Но между Доденом и Эжени не соперничество, а совсем наоборот. Все эти 20 лет у них вялотекущий, но и непрекращающийся служебный роман. Мэтр умоляет свою ассистентку выйти за него замуж, а та не отвечает ни да ни нет, и время от времени не запирает на ночь дверь в свою комнату. Пока хрупкий баланс между мужским и женским, личным и профессиональным сохраняется, пара наслаждается свободой, творчеством и кажется абсолютно счастливой. Так могло бы продолжаться вечно. Но свою «Вечность», к сожалению или к счастью, Чан Ань Хунг уже снял.
Французский режиссер вьетнамского происхождения бежал в Париж из захваченного вьетконговцами Сайгона в середине 1970-х вместе со своими родителями. Он получил образование во Франции, но стал знаменит, когда стал снимать кино о своей исторической родине. Фильмы вьетнамской трилогии Чан Ань Хунга «Аромат зеленой папайи», «Рикша» и «Вертикальный луч солнца» в девяностые и нулевые считались модной пикантной экзотикой, получили множество призов на престижных европейских кинофестивалях и превратили вьетнамца в звезду современного артхауса.

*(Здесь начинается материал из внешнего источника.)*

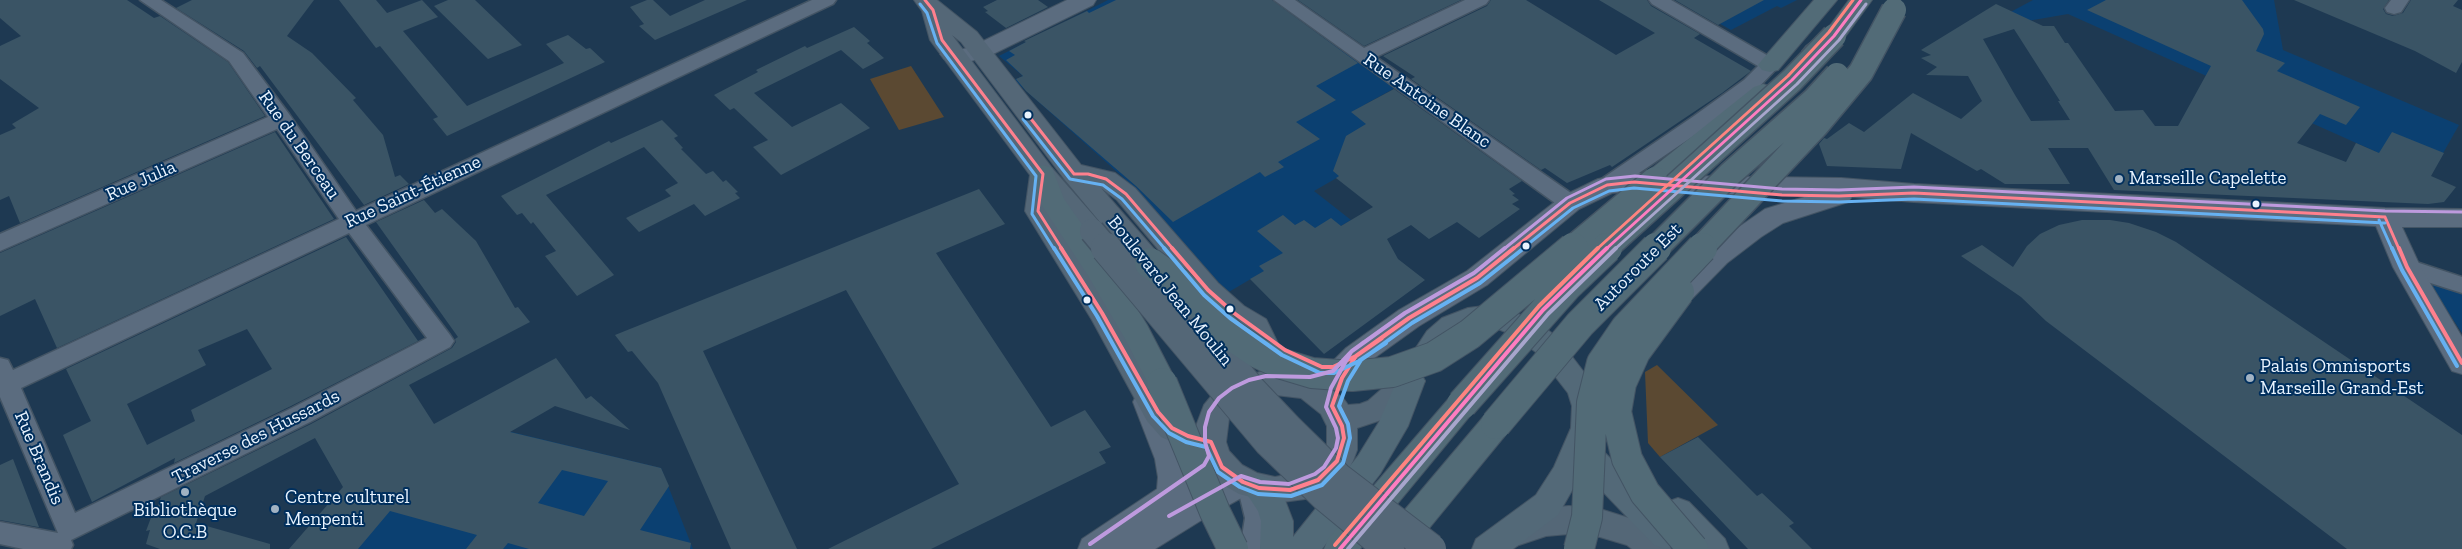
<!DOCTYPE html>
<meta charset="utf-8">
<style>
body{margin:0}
canvas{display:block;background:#1e3952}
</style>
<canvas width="2462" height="549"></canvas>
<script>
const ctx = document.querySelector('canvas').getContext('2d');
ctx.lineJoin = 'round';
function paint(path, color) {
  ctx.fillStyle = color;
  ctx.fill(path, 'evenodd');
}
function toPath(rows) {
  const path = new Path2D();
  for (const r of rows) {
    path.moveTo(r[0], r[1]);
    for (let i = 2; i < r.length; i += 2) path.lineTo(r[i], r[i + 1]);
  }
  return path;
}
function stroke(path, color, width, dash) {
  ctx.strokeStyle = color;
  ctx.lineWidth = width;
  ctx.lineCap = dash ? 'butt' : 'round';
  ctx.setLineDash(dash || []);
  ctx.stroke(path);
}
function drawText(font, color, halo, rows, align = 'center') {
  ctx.font = font + ' "Zilla Slab",serif';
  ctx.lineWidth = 4;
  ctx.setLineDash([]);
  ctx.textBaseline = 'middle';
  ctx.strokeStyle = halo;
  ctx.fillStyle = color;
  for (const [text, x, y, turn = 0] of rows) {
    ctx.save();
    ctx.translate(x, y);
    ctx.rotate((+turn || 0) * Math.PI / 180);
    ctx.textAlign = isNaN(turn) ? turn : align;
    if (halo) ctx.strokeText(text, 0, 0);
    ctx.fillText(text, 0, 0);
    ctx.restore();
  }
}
paint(toPath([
 [1108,0,1269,0,1395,88,1364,105,1387,149,1314,191,1351,220,1227,293,1135,188,1014,80,1023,76,999,56],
 [1678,0,1797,0,1781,8,1777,6,1731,30],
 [2033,0,2274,0,2283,50,2459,125,2430,176,2068,14,2010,24,1992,22],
 [2426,279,2462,292,2462,333],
 [491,427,661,468,693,549,319,549]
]), '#0b4071');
paint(toPath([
 [911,66,944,117,899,130,870,79],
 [1657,365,1718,425,1660,457,1648,443,1645,372]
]), '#5b4932');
paint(toPath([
 [0,0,127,0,154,18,160,16,228,62,265,116,20,223,9,196,0,200,0,135,16,128,12,124,39,108,0,79,0,46,21,36,0,18],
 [192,0,314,0,287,36,312,53,356,98,353,100,383,135,395,177,400,175,409,184,364,205,260,66,257,68,244,51,176,8],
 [339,0,376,0,387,13,422,0,438,17,403,31,467,106,564,63,546,44,568,35,586,49,590,48,605,62,447,136,433,119,438,117,380,46,376,48],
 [448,0,475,0,522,45,488,59,434,6],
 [647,0,653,0,670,16,705,0,747,0,655,40,639,26,644,24,630,7],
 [997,0,1038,0,1048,7,1006,28,985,12,988,11,983,7],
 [1116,0,1272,0,1358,63,1316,86,1336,100,1296,122,1320,139,1278,162,1284,167,1265,177,1260,172,1173,222,1136,186,1026,91,1016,79,1023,76,1006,60,1015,55,1009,51,1026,42,1024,41,1087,11,1089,13],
 [1298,0,1461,0,1364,46],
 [1491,0,1526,0,1616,55,1655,33,1599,0,1647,0,1651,6,1700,34,1694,38,1751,71,1722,93,1612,167,1610,165,1567,183,1545,168,1541,170,1411,79,1415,77,1383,56,1487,6],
 [1675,0,1764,0,1718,25],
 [2106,0,2242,0,2263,29,2264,34,2256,51,2285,63,2277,71,2360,107,2346,125,2320,114,2297,143,2346,162,2356,143,2379,153,2392,132,2444,153,2431,176,2456,187,2444,202,2428,204,2114,190,2088,148,2048,148,2070,184,2005,184,1981,169,1977,171,1911,133,1901,169,1827,166,1819,144,1824,138,1827,139,1849,123,1864,132,1913,93,1961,119,1982,101,1968,76,1926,75,1937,67,1921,58,1931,55,1921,50,1996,4,2043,26,2054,26,2065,43,2068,43,2115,111,2143,110,2155,126,2178,126,2211,66,2087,10],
 [2014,29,2060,101,2058,101,2070,120,2031,121,2015,95,1983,39],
 [2294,0,2389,0,2383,9,2386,14,2393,16,2403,13,2411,0,2458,0,2453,6,2462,10,2462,62,2456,73,2415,51],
 [854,27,870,41,867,43,884,58,863,69,841,50,754,93,792,127,841,103,870,128,781,175,753,147,768,140,734,108,730,110,714,95,758,72,756,70,805,46,807,48],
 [1394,89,1522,181,1509,189,1515,194,1512,195,1519,200,1512,204,1520,209,1479,238,1457,222,1429,239,1411,225,1387,239,1398,259,1425,280,1324,354,1250,279,1264,271,1259,266,1283,253,1257,231,1283,215,1295,225,1304,220,1315,228,1331,218,1341,226,1373,207,1336,178,1339,176,1333,171,1346,136,1366,124,1351,112],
 [662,120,678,136,674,138,683,148,681,149,706,174,713,171,723,182,726,180,738,192,735,193,740,198,705,216,694,204,639,232,626,218,671,196,665,190,678,183,644,147,546,195,614,275,577,296,545,256,556,251,533,222,531,224,522,213,517,215,501,196,609,141,611,143],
 [275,132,334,219,57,348,35,299,0,316,0,253],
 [979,189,1005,224,936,253,1051,427,1085,410,1111,447,1099,452,1106,463,931,549,828,549,959,484,846,290,703,351,797,549,731,549,658,383,632,351,628,352,615,335],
 [424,200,435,213,442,209,476,241,515,308,518,307,530,322,409,385,434,424,556,358,586,399,591,396,630,430,555,406,510,432,661,468,669,486,640,530,691,543,690,549,529,549,508,543,503,549,466,549,477,535,390,511,358,549,289,549,343,487,315,438,205,496,196,523,270,544,270,549,160,549,146,544,150,530,146,531,155,507,158,506,161,497,311,424,452,348,456,342,455,339,458,337,376,222],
 [562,470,608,481,584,516,538,503],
 [2082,220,2110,220,2129,223,2156,232,2176,242,2462,435,2462,549,2347,549,2046,321,2021,297,1961,256,1982,245,2013,267,2027,246,2040,234,2059,225],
 [346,237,418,341,291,406,174,463,175,458,92,502,63,435,91,421,66,369],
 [247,329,272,369,191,410,195,421,147,445,127,404,206,365,198,350],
 [1698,437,1757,496,1762,493,1794,523,1789,526,1812,549,1748,549,1660,457],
 [13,459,39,527,38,527,0,520,0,465]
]), '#3a5465');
const minor = toPath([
 [140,0,161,0,243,53,289,114,356,211,812,0,836,0,833,4,366,225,450,335,454,341,450,347,310,422,71,540,73,545,71,549,23,549,0,544,0,522,58,533,0,397,0,358,8,360,13,370,339,219,277,129,0,251,0,234,268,117,229,61,140,0],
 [349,233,427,338,292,408,75,513,21,388,349,233],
 [1274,0,1295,0,1364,48,1465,0,1489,0,1486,4,1376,57,1578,198,1581,203,1578,208,1570,210,1562,208,1274,0],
 [1649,0,1671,0,1777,61,1780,65,1758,88,1708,126,1614,190,1607,192,1600,190,1596,185,1600,180,1694,116,1744,80,1758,66,1652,4,1649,0],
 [2391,0,2409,0,2401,12,2394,14,2387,12,2385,8,2391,0],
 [2407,259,2462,277,2462,293,2399,273,2396,267,2399,261,2407,259],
 [1250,474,1259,477,1263,485,1271,518,1266,549,1240,549,1245,518,1237,485,1241,477,1250,474]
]);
const tertiary = toPath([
 [1067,0,1096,0,1093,5,987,57,963,63,944,59,940,54,944,49,952,47,963,49,971,47,1067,0],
 [1634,173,1670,175,1679,178,1681,181,1692,176,1841,178,1914,184,2385,208,2462,209,2462,227,2402,227,2420,266,2462,337,2462,374,2452,371,2393,267,2376,226,1914,202,1852,197,1848,202,1783,223,1761,237,1727,263,1674,317,1664,321,1654,317,1650,310,1654,303,1707,249,1765,209,1811,195,1692,194,1683,191,1681,188,1670,193,1634,191,1612,193,1579,209,1487,285,1419,326,1366,364,1346,385,1322,393,1312,389,1307,381,1312,373,1326,368,1346,348,1399,310,1467,271,1561,197,1598,179,1634,173],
 [1148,390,1159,394,1163,402,1187,467,1198,460,1204,451,1215,447,1226,451,1230,460,1216,481,1243,469,1254,473,1259,482,1254,491,1205,518,1155,549,1078,549,1082,539,1157,489,1158,477,1155,459,1133,402,1137,394,1148,390]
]);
const secondary = toPath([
 [914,0,937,0,977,32,1081,165,1115,173,1135,188,1218,283,1244,306,1266,319,1292,372,1321,382,1343,398,1348,405,1360,404,1368,401,1400,373,1410,369,1420,373,1425,381,1420,389,1390,417,1357,428,1357,450,1353,461,1348,470,1329,489,1305,499,1275,503,1239,494,1220,483,1205,466,1196,443,1185,446,1174,443,1161,437,1147,421,1092,320,1025,211,1030,175,930,40,922,11,914,0],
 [952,35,961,42,1065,180,1140,270,1153,289,1163,292,1173,289,1177,282,1160,256,1101,188,1117,200,1198,297,1224,320,1245,334,1263,371,1241,378,1213,394,1204,405,1196,426,1183,419,1169,403,1112,306,1051,211,1052,202,1083,238,1092,240,1101,238,1105,231,1101,224,1052,168,952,35],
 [1267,394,1301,398,1321,414,1327,426,1327,450,1307,471,1275,477,1257,473,1242,465,1229,451,1226,442,1229,418,1247,401,1267,394],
 [1569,506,1600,509,1648,524,1667,539,1671,549,1632,549,1627,545,1600,537,1569,534,1546,536,1513,547,1502,543,1497,533,1502,523,1546,508,1569,506]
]);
const primary = toPath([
 [1484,306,1500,308,1533,319,1557,337,1596,388,1602,406,1601,428,1595,443,1663,511,1667,502,1678,498,1689,502,1725,539,1729,549,1692,549,1680,536,1676,545,1665,549,1654,545,1583,471,1558,515,1513,549,1472,549,1476,539,1536,495,1554,467,1571,428,1572,406,1568,393,1537,353,1513,335,1498,329,1484,328,1462,334,1447,347,1431,371,1421,374,1411,371,1406,363,1427,331,1442,318,1468,308,1484,306]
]);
const trunk = toPath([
 [1410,369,1420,373,1425,381,1408,426,1380,474,1322,549,1260,549,1261,521,1258,511,1243,488,1248,479,1259,475,1270,479,1283,495,1293,521,1293,537,1358,456,1379,422,1400,373,1410,369]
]);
const motorway = toPath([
 [1814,0,1837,0,1778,70,1770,72,1762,70,1758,65,1762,60,1814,0],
 [1849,0,1872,0,1842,41,1822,56,1814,58,1806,56,1802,51,1806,46,1826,31,1849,0],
 [1763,84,1772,87,1775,92,1772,97,1664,185,1655,188,1646,185,1642,179,1646,173,1754,87,1763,84],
 [1043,165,1052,168,1064,199,1107,260,1147,325,1177,383,1172,391,1162,395,1152,391,1124,337,1087,274,1039,201,1030,174,1034,168,1043,165],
 [1462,392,1473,396,1477,404,1473,412,1360,549,1324,549,1328,539,1451,396,1462,392],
 [1496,412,1507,415,1511,424,1507,433,1412,549,1377,549,1381,538,1485,415,1496,412]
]);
stroke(minor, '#435464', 3);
stroke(tertiary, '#435464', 2);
stroke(secondary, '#435464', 2);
stroke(primary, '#435464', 2);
stroke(trunk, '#435464', 2);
stroke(motorway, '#435464', 2);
paint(minor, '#5b6c7f');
paint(tertiary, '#5b6c7f');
paint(secondary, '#546777');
paint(primary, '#536978');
paint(trunk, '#526a78');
paint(motorway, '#526b77');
const secondaryBridgeFar1 = toPath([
 [1092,231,1107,249]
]);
const secondaryBridge = toPath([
 [1106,248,1269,442,1326,497,1389,549],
 [1168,290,1252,391,1289,430,1338,478,1431,549]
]);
const motorwayBridgeFar1 = toPath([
 [1571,249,1655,179],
 [1605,249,1792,80,1834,36],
 [1655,249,1730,174,1814,100,1837,75],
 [1700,249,1816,126,1861,72,1894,10]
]);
const motorwayBridge = toPath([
 [1150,263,1178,283,1231,335,1258,353,1282,364,1312,373,1352,376,1392,372,1434,357,1470,334,1573,248],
 [1679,292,1635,352,1621,383,1616,412,1627,459,1645,493,1693,549],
 [1162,383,1215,512,1233,549],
 [1462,404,1566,287,1607,248],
 [1496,424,1580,324,1656,248],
 [1579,549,1587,517,1592,403,1602,363,1626,328,1702,248]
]);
stroke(secondaryBridgeFar1, '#435464', 27, []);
stroke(secondaryBridge, '#435464', 32, []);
stroke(motorwayBridgeFar1, '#435464', 27, []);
stroke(motorwayBridge, '#435464', 32, []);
stroke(secondaryBridgeFar1, '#546777', 24);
stroke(secondaryBridge, '#546777', 30);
stroke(motorwayBridgeFar1, '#526b77', 24);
stroke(motorwayBridge, '#526b77', 30);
stroke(toPath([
 [925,0,933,10,942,40,1043,174,1038,211,1062,249],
 [1028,115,1074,174,1088,174,1106,179,1126,194,1173,249],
 [2385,217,2399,249],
 [1513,249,1570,203,1607,185,1634,182,1782,195,1839,196,1914,193,2385,217]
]), '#ff808e', 3);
stroke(toPath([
 [1061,248,1102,313,1158,412,1172,428,1188,436,1211,442,1222,467,1243,482,1259,488,1290,490,1318,480,1337,461,1344,438,1342,426,1332,406,1342,378,1356,356,1409,318,1477,278,1514,248],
 [1172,248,1208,290,1234,313,1285,350,1322,367,1333,367,1356,356,1382,338],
 [2399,248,2407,267,2462,363]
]), '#ff808e', 4);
stroke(toPath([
 [920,4,927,13,937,43,1036,176,1032,214,1054,249],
 [1023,119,1070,179,1103,185,1122,199,1165,249],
 [2379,220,2392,249],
 [1522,249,1573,208,1609,191,1634,188,1782,201,1839,202,1914,199,2385,223]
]), '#66b1f2', 3);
stroke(toPath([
 [1054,248,1097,316,1153,416,1169,433,1186,442,1206,447,1218,472,1240,487,1258,494,1291,496,1322,485,1343,463,1350,438,1348,424,1339,406,1348,381,1361,360,1412,323,1480,283,1524,248],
 [1164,248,1204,295,1230,318,1282,355,1320,373,1334,373,1359,361,1386,343],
 [2392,248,2402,270,2457,366]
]), '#66b1f2', 4);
stroke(toPath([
 [1504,249,1567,198,1606,179,1635,176,1782,189,1839,190,1914,187,2385,211,2462,212]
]), '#be9ade', 3);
stroke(toPath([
 [1169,516,1241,476,1260,482,1289,484,1315,474,1324,467,1336,448,1338,438,1336,428,1326,407,1331,388,1351,352,1364,342],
 [1090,544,1204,465,1209,456,1205,442,1205,427,1209,412,1219,398,1232,388,1249,380,1266,376,1310,377,1333,371,1352,351,1405,313,1474,273,1505,248]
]), '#be9ade', 4);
stroke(toPath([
 [1606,249,1792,80,1834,36,1861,0]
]), '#fe7dc1', 3);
stroke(toPath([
 [1340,549,1543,310,1607,248]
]), '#fe7dc1', 4);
stroke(toPath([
 [1615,249,1797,84,1839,40,1866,4]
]), '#a8a5cc', 3);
stroke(toPath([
 [1348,549,1548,314,1616,248]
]), '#a8a5cc', 4);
stroke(toPath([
 [1597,249,1788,76,1829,32,1853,0]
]), '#ff8380', 3);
stroke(toPath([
 [1335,545,1539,306,1598,248]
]), '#ff8380', 4);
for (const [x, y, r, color] of [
 [1028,115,4.5,"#e8f3fe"],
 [2119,179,5,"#a1b2c2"],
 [2256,204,4.5,"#e8f3fe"],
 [1526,246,4.5,"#e8f3fe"],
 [1087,300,4.5,"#e8f3fe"],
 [1230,309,4.5,"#e8f3fe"],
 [2250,378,5,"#a1b2c2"],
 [185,492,5,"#a1b2c2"],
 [275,509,5,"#a1b2c2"]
]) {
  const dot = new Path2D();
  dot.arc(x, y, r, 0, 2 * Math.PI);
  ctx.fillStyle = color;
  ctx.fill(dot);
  stroke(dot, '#002f5d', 2);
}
drawText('19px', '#e8f3fe', '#002f5d', [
 ["Rue Antoine Blanc",1427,101,35],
 ["Rue du Berceau",299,145,55],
 ["Rue Julia",141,181,-24],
 ["Rue Saint-Étienne",413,192,-25],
 ["Autoroute Est",1638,267,-45],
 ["Boulevard Jean Moulin",1170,291,51],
 ["Traverse des Hussards",256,437,-27],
 ["Rue Brandis",39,458,67]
]);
drawText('19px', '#e8f3fe', '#002f5d', [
 ["Marseille Capelette",2129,179],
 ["Palais Omnisports",2260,367],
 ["Marseille Grand-Est",2260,389],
 ["Centre culturel",285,498],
 ["Menpenti",285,520],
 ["Bibliothèque",185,511,"center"],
 ["O.C.B",185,533,"center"]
], 'left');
</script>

Но в «Рецепте любви» уже довольно сложно отыскать что-то восточное и экзотическое. К середине 2020-х Чан Ань Хунг настолько офранцузился, что замахнулся на священную корову, одну из главных местных скреп, предмет гордости и национальное достояние Третьей республики – французскую кухню. Для иностранца поступок отважный, можно сказать, скандальный. Некоторые парижские издания напомнили Чан Аню об этом в своих рецензиях.
Чан Ань Хунг снял Le Pot-au-feu de Dodin Bouffant, который российские прокатчики перевели как «Рецепт любви», по книге французского писателя прошлого века Марселя Руффа La Vie et la passion de Dodin-Bouffant, gourmet. Она считается классикой, но только во Франции.
Чан Ань Хунг пригласил на главные роли Бенуа Мажимеля и Жюльетт Бинош. Мажимель был очень популярен в нулевые, когда снимался в «Пианистке» и «Багровых реках – 2», потом долгие годы боролся с алкогольной и наркотической зависимостью, но сегодня переживает ренессанс — за два последних года он дважды получил премию «Сезар» как лучший актер. Бинош — живая легенда французского кино, ставшая звездой Голливуда, и тут страницы не хватит, чтобы перечислить суперхиты, в которых она играла. А еще лет двадцать назад Бенуа и Жюльетт были женаты, у них даже есть общая дочь. Скорее всего, именно поэтому роли в «Рецепте» получили именно они.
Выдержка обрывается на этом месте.